Back in December 2015, Belgian judges had initially ruled in favour of Delhaize but this was contested by the Italian confectionery giant in a Brussels’ Court of Appeal, which pronounced in favour of Ferrero last week.
The ruling itself does not relate to Delhaize's palm oil-free claims themselves, which feature prominently on pack, rather the fact that the marketing campaign accompanying the product said it was healthier and more environmentally friendly because it contained no palm oil.
Upon its victory, Ferrero said in a statement it believes in the importance of giving consumers access to objective and correct information to enable them to make free and informed choices.
“For these reasons, we fully welcome the decision of the Court of Appeal in Brussels regarding the case between Ferrero and the Belgian supermarket chain Delhaize, for the messages used to promote its sweet spread without palm oil," it said.
Ferrero has spoken out in the past against what it says is "an unfair smear campaign" being conducted against palm oil, and in November last year broadcast a television advert in Italy promoting the safety, quality and sustainability of its ingredients, including palm oil.
A spokesperson for Delhaize, owned by Dutch parent company Ahold Delhaize, said it “respects but regrets” the judge's decision.
Under the ruling, which states that Delhaize’s claims were “unverifiable and therefore not objective”, the retailer must immediately stop or risk a €25,0000 fine per infraction, although the Delhaize spokesperson said it had already done so several years ago.
“We do not have to change anything on the packaging or ingredients of the products. The bottom line is this ruling will not have any impact on the customer: the product will stay in our assortment and the packaging rests the same,” the spokesperson added.

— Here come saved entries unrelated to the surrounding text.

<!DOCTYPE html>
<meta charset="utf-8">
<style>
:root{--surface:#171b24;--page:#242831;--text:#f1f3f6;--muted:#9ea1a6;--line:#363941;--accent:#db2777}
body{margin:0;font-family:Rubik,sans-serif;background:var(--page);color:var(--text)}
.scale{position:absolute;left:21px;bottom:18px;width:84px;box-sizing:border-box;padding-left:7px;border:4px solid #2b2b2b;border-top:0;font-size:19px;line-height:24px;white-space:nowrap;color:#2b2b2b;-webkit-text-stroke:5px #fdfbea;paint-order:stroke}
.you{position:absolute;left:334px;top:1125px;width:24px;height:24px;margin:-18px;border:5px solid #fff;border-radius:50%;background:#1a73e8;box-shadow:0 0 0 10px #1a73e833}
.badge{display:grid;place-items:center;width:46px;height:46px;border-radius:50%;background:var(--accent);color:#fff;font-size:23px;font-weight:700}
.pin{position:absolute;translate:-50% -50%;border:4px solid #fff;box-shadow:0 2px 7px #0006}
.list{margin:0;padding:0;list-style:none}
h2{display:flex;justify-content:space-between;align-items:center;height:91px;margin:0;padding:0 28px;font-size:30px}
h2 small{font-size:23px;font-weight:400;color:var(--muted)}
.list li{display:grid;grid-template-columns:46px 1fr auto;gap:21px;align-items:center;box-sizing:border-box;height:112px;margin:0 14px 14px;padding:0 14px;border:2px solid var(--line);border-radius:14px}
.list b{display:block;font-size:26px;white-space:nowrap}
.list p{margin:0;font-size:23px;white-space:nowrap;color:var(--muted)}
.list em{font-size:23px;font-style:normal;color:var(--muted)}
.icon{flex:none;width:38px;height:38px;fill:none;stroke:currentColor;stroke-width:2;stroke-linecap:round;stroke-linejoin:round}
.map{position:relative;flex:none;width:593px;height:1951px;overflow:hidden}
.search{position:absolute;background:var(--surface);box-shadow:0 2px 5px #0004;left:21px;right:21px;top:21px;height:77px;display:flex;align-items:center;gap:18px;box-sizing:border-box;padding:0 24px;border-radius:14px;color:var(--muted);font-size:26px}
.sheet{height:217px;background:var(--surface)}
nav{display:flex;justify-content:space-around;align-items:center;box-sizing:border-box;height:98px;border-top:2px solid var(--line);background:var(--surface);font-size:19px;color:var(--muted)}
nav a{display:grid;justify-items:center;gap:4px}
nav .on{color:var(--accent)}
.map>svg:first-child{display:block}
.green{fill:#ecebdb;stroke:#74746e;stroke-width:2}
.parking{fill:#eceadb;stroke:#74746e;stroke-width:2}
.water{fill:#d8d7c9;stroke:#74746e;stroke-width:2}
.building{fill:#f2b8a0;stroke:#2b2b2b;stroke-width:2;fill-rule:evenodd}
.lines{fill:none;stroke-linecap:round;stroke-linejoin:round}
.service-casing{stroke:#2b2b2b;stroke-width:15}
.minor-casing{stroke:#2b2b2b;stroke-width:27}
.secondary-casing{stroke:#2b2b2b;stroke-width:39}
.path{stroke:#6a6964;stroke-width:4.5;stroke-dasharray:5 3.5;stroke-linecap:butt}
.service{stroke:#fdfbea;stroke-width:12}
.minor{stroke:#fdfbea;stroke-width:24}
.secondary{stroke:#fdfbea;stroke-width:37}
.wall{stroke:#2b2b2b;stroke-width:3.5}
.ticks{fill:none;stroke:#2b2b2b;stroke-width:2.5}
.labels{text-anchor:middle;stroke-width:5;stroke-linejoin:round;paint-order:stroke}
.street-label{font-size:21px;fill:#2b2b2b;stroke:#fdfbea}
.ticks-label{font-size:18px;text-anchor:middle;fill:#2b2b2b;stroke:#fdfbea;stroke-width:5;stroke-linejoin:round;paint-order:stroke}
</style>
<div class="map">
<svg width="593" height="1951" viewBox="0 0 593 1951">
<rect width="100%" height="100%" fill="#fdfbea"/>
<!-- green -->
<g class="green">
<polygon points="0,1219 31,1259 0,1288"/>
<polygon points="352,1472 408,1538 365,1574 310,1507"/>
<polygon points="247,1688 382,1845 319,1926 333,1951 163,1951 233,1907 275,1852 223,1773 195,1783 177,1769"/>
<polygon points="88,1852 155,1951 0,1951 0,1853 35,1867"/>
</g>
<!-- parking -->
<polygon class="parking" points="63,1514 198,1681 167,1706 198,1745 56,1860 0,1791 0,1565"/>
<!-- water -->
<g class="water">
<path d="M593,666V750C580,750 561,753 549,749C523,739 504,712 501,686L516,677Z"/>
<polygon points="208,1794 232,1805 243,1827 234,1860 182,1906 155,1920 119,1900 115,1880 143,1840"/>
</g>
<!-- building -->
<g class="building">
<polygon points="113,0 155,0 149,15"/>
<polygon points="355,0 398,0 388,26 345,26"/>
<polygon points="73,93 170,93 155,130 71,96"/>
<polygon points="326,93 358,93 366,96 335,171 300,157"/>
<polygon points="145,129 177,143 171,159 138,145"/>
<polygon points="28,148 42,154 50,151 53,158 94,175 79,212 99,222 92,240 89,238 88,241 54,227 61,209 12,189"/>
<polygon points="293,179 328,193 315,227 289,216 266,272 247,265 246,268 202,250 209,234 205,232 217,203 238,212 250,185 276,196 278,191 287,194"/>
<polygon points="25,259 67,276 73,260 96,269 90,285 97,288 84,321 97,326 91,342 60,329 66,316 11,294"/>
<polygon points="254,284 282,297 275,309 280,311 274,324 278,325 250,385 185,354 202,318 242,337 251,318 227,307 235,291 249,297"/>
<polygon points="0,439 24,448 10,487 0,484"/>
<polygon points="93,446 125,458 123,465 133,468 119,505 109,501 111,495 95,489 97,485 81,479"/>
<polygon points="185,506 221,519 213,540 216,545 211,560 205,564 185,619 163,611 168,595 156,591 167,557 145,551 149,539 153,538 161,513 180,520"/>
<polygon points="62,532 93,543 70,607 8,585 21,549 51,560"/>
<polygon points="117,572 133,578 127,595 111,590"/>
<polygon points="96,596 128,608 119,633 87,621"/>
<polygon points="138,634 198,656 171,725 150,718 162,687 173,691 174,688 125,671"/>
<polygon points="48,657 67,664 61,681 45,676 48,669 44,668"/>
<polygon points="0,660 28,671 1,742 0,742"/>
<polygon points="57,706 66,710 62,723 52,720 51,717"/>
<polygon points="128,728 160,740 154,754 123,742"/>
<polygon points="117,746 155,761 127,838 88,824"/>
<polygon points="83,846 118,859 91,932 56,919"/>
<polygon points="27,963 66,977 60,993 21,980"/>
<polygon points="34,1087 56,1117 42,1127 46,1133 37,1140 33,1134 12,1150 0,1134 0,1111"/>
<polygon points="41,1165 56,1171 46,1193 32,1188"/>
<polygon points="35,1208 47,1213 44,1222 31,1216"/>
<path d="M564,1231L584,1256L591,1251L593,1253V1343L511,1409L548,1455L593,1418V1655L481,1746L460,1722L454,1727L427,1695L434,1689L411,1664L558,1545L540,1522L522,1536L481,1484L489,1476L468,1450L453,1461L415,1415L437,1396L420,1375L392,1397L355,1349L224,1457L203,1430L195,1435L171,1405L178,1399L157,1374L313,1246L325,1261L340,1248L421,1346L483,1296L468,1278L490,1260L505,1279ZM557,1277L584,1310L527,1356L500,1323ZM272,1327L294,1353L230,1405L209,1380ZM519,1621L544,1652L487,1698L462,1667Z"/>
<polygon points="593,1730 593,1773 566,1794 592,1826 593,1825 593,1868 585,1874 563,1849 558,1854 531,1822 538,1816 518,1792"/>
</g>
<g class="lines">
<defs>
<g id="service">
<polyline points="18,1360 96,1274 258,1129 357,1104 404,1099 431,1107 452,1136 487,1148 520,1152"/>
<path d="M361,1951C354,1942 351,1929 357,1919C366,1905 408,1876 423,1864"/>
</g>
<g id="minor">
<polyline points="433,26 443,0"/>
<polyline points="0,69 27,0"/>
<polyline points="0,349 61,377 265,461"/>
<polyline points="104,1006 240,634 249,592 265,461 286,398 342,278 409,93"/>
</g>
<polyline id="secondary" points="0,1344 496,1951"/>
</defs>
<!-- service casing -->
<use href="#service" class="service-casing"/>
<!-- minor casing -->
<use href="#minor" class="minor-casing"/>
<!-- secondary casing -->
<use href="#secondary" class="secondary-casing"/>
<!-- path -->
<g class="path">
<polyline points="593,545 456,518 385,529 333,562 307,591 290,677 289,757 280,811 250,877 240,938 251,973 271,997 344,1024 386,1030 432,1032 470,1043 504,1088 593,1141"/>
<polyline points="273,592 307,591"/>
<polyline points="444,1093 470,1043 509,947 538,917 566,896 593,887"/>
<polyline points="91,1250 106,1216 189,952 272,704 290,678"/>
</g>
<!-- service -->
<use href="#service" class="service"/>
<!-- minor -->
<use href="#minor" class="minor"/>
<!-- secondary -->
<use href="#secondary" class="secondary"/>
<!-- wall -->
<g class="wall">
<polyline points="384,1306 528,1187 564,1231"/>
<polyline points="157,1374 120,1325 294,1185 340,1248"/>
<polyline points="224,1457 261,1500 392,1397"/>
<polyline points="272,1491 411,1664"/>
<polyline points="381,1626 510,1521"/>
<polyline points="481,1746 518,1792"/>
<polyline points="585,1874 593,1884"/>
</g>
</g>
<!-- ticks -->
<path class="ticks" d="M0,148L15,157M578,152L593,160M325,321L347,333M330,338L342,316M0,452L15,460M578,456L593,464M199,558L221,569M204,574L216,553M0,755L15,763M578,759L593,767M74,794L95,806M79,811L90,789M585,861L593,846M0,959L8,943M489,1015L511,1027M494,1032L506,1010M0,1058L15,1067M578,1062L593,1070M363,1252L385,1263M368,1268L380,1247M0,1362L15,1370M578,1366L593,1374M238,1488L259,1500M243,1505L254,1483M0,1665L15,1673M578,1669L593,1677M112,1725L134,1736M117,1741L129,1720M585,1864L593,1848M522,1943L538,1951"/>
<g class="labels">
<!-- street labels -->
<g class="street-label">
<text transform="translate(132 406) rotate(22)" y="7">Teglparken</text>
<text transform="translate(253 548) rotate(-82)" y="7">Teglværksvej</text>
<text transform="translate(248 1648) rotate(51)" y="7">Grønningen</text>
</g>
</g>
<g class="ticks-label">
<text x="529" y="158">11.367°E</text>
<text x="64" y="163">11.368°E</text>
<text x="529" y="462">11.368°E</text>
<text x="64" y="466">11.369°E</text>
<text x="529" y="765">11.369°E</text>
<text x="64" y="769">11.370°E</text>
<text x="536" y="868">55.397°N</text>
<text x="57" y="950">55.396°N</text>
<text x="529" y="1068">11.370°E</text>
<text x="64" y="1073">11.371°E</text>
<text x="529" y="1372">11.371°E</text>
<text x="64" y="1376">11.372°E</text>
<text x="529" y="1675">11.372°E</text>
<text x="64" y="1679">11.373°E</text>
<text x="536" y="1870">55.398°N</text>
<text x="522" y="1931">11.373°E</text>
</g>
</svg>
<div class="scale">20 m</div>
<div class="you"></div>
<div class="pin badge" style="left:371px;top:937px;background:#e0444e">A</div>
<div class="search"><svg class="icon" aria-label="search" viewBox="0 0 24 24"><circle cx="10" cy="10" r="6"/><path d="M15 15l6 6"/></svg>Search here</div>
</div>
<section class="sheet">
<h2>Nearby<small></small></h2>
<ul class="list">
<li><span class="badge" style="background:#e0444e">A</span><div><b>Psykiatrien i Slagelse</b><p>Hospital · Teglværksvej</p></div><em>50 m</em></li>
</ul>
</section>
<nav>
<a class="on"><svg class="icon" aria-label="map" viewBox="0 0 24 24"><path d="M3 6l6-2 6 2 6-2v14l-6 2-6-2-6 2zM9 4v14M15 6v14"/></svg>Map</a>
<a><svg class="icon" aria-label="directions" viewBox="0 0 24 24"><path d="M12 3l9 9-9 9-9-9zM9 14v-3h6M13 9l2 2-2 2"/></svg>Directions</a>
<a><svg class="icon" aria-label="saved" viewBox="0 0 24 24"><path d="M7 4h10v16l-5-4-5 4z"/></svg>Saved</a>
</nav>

The judge also maintained its decision from the 2015 ruling that Delhaize cannot specify the product contains chocolate, although it can continue to use the term ‘choco’ as this is commonly used by the general public.
The legal view: 'You can't just shoot carelessly on palm oil'
Food law expert and managing director of Hylobates Consulting Luca Bucchini said: “The message for those interested in palm oil free claims is to be careful in drafting their advertising material, making sure that there is strong evidence for all of the claims, considering certified palm oil as a possible comparator. Certainly, the case shows that you can't just shoot carelessly on palm oil; marketers need to talk to their technical, regulatory and legal people before releasing a campaign.
“We will see more court cases, but lawyers will advise caution as losing a major case for palm oil users may be more damaging than winning a few. Advice is likely to depend on the details on the ad campaign - if it's centered on saturated fat, for example, it may be more difficult to challenge.”
A popular claim
Delhaize’s choco spread has become a popular product in its private label range over the years, it said, but is the supermarket’s only product that makes a prominent on-pack palm oil-free claim.
However palm oil-free claims across food categories are on the rise.
Earlier this year, Orkla Confectionery & Snacks Sweden announced it has removed palm oil from 98% of its Nordic products since 2008 in a bid to make its portfolio healthier. The cut equates to over 7,000 tons of palm oil and means 1,500 fewer tons of saturated fat in consumers' food.
Last year French manufacturer Lucien Georges launched a palm-oil free chocolate- and hazelnut-flavoured spread for the European market.
In any case, Delhaize, which has 6,500 stores worldwide serving 50 million consumers each week, does not expect the ruling to negatively impact its sales.
“On the contrary,” the spokesperson said. “This judging emphasizes the fact that Delhaize has a palm oil-free alternative. We do not think that this will have a negative impact on sales [and] we will continue to develop and launch new and innovative products as an answer to specific needs and concerns of our customers. This is part of our commercial strategy.”
'Wild and inaccurate'
The ruling was welcomed by the Malaysian Palm Oil Council which slammed Delhaize’s claims as “wild and inaccurate allegations” that are “untrue, unjustified, and denigratory”.
It believes that palm oil free labels in general are in breach of Europe’s Food Information to Consumers (FIC) regulation and that such breaches are tolerated by the European Commission “because the no palm oil labels, in common with other European anti-palm oil efforts, benefit European industries”.
The palm oil-free claims put Delhaize in breach of rules over negative claims established by the Roundtable on Sustainable Palm Oil (RSPO) in 2016, and of which Delhaize is a member since 2007.
According to the rules, RSPO members are not allowed to imply that removing palm oil is preferable from a social or environmental sustainability perspective compared to using certified sustainable palm oil, although it has struggled in the past to keep members in check over this.